> WORK TO BE COMPLETED:
Print the data below exactly, but only the lines from the one containing "Annotate the picture" down to the one containing "Localize all labels, symbols and controls in this", inclusive.
---------- DATA EXTRACTS
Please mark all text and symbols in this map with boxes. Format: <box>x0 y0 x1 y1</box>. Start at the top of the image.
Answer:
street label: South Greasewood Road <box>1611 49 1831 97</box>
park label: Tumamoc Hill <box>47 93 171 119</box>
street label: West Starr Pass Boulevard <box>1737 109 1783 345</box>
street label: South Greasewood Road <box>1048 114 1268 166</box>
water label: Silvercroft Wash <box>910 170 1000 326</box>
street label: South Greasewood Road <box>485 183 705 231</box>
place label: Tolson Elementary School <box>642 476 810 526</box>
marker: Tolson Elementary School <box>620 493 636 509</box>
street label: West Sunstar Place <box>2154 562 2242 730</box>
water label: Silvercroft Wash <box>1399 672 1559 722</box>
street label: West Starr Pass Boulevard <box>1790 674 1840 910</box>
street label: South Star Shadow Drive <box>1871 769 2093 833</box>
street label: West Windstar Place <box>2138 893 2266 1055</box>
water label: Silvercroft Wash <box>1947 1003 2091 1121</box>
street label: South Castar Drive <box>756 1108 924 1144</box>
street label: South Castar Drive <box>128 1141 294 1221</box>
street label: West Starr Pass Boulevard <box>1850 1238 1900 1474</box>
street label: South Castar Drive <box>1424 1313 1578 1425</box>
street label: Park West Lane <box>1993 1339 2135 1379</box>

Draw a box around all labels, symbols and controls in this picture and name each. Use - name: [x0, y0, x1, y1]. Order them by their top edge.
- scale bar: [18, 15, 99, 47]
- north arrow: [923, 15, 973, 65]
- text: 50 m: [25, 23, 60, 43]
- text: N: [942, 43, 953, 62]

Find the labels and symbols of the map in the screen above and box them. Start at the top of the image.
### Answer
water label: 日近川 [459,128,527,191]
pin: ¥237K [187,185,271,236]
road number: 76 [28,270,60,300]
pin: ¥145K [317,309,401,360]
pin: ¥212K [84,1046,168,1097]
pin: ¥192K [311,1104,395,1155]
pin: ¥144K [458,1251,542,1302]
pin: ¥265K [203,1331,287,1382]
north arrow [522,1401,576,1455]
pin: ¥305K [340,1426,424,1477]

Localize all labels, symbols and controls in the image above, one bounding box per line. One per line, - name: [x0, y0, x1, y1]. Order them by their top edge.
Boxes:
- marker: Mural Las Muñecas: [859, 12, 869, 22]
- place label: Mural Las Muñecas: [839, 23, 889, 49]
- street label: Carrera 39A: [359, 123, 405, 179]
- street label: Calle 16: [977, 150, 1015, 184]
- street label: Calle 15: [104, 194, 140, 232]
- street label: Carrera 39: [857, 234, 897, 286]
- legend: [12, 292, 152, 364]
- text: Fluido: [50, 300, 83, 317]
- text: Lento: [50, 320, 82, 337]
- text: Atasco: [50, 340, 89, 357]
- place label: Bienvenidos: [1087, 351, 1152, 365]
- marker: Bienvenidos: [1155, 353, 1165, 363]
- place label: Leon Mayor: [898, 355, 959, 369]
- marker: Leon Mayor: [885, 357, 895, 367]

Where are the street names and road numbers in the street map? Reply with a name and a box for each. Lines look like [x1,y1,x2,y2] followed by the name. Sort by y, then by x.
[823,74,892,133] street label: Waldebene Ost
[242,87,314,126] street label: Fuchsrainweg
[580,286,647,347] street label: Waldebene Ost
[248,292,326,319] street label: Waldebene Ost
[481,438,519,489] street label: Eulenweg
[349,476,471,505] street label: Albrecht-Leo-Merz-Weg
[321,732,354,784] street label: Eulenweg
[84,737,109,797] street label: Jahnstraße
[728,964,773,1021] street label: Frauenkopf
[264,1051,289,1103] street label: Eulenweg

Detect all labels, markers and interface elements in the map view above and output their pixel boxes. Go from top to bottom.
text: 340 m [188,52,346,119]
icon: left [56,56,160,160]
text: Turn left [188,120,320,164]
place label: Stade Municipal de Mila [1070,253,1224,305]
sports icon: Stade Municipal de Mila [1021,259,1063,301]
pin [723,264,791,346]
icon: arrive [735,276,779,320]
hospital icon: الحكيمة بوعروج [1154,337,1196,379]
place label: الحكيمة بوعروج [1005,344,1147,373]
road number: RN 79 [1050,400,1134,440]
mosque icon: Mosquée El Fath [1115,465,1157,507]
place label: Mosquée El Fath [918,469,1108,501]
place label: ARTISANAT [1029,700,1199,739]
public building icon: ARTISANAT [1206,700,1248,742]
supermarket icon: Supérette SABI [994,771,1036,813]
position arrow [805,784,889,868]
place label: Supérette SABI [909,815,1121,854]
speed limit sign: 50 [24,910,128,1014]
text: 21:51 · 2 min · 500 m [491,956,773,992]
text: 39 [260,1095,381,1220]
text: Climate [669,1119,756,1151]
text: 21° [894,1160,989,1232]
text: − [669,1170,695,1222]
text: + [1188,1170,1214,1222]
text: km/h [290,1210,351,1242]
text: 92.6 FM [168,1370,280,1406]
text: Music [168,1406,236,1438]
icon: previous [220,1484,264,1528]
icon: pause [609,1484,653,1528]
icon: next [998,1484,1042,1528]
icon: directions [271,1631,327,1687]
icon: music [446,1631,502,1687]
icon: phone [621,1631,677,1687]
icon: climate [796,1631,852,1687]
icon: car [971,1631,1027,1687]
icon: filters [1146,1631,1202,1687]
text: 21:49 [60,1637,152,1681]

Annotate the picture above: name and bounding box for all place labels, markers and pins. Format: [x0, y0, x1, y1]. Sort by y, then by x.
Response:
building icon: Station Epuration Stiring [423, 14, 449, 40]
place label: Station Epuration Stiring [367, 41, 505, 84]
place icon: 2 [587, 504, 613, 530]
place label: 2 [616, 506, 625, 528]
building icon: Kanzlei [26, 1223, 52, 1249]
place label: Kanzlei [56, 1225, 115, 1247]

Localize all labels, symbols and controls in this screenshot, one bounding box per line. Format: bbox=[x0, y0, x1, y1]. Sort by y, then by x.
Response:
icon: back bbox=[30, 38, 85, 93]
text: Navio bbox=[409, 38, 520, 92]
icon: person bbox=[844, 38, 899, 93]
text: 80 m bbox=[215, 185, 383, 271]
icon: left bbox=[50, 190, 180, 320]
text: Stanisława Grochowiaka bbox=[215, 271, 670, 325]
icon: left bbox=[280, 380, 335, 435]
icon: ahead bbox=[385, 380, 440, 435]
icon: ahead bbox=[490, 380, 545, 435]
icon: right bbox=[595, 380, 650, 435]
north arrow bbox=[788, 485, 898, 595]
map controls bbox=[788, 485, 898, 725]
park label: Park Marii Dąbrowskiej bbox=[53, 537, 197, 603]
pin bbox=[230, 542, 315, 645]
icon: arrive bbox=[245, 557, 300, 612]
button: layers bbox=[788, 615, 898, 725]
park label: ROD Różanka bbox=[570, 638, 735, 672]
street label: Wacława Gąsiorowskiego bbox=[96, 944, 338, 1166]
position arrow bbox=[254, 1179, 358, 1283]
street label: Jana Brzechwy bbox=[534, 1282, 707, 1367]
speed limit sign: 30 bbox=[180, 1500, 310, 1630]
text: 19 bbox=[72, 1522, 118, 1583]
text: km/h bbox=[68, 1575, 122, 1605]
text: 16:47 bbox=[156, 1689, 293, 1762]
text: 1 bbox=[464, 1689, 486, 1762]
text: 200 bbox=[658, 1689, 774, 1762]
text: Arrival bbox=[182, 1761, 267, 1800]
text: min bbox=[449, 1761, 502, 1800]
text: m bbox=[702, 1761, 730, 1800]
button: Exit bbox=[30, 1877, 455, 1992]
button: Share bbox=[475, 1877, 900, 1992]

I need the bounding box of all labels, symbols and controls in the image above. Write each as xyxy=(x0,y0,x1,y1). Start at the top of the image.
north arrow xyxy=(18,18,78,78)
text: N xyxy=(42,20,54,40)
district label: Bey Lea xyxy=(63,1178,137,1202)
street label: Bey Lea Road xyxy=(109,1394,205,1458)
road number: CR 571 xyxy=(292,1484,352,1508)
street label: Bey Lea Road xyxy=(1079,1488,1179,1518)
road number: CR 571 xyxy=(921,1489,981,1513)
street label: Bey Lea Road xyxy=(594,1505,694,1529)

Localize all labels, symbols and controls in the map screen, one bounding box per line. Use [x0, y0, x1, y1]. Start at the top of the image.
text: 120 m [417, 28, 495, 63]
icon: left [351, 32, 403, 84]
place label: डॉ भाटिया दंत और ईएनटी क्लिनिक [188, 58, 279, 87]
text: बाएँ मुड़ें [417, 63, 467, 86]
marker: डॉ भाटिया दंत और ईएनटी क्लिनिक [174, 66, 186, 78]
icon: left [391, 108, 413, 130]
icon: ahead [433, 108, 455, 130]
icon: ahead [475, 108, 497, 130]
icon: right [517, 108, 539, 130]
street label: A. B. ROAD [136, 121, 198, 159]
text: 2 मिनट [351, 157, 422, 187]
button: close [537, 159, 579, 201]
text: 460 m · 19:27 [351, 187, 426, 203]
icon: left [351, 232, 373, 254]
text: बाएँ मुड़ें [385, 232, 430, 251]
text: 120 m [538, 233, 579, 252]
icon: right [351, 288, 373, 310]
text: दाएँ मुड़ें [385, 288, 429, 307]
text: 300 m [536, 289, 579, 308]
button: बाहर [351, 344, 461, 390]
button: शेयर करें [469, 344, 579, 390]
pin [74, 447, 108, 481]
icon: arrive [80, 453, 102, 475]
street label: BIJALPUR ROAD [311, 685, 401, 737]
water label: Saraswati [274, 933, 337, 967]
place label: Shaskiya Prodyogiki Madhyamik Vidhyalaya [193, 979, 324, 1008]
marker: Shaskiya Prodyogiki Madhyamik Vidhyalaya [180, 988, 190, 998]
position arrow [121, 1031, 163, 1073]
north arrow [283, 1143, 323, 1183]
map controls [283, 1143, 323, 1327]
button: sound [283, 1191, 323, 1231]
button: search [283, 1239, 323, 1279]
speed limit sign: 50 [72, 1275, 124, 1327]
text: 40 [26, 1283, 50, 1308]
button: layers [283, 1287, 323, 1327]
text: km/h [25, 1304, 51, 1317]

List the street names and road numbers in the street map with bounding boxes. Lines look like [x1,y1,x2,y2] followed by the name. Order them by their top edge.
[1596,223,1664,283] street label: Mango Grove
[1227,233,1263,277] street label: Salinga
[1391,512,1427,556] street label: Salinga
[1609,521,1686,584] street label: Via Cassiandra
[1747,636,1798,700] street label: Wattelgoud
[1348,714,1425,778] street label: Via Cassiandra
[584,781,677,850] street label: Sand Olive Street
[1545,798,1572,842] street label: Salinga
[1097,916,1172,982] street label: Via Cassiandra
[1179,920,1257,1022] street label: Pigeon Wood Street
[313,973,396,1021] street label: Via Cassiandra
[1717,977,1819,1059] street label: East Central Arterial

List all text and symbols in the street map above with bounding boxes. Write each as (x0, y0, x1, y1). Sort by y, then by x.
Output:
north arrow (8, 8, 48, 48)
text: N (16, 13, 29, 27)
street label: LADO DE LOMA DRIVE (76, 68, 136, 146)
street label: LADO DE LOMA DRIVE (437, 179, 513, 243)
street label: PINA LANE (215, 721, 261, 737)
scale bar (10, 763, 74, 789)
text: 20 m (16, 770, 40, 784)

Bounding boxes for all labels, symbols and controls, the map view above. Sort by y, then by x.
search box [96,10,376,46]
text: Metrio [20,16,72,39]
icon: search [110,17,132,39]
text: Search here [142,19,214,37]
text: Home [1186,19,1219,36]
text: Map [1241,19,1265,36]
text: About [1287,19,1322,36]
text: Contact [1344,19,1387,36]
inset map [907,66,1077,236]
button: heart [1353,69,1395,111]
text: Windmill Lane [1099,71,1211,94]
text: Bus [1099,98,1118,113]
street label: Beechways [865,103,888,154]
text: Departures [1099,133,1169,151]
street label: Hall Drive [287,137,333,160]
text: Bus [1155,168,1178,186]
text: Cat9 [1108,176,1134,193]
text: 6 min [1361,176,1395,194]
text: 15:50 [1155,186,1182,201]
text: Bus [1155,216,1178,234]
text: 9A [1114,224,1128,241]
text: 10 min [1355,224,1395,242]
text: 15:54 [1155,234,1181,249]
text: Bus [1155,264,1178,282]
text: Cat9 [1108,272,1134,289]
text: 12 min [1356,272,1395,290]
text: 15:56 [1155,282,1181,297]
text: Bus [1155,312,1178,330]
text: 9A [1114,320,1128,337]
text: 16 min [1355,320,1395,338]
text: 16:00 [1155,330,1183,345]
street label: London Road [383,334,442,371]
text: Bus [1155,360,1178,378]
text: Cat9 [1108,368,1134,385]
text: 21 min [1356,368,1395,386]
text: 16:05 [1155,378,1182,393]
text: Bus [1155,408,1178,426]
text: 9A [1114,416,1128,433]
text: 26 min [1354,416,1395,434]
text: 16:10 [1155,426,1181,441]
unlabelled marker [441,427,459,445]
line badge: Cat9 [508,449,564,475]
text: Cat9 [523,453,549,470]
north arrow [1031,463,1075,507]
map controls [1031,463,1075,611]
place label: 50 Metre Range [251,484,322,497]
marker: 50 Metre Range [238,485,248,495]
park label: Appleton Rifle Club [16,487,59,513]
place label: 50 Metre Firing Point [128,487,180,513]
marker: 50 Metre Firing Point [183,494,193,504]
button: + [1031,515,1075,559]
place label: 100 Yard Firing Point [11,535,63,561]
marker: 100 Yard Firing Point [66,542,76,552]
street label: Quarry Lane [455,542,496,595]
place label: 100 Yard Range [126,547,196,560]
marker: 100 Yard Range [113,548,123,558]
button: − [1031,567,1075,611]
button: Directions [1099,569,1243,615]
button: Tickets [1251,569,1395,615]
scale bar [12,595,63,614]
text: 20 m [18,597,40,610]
--------------------
> WRITTEN ANSWER:
Annotate the picture above: name and bounding box for all place labels, markers and pins. Format: [x0, y0, x1, y1]. Sort by y, then by x.
Response:
building icon: Station Epuration Stiring [423, 14, 449, 40]
place label: Station Epuration Stiring [367, 41, 505, 84]
place icon: 2 [587, 504, 613, 530]
place label: 2 [616, 506, 625, 528]
building icon: Kanzlei [26, 1223, 52, 1249]
place label: Kanzlei [56, 1225, 115, 1247]

Localize all labels, symbols and controls in this screenshot, one bounding box per line. Format: bbox=[x0, y0, x1, y1]. Sort by y, then by x.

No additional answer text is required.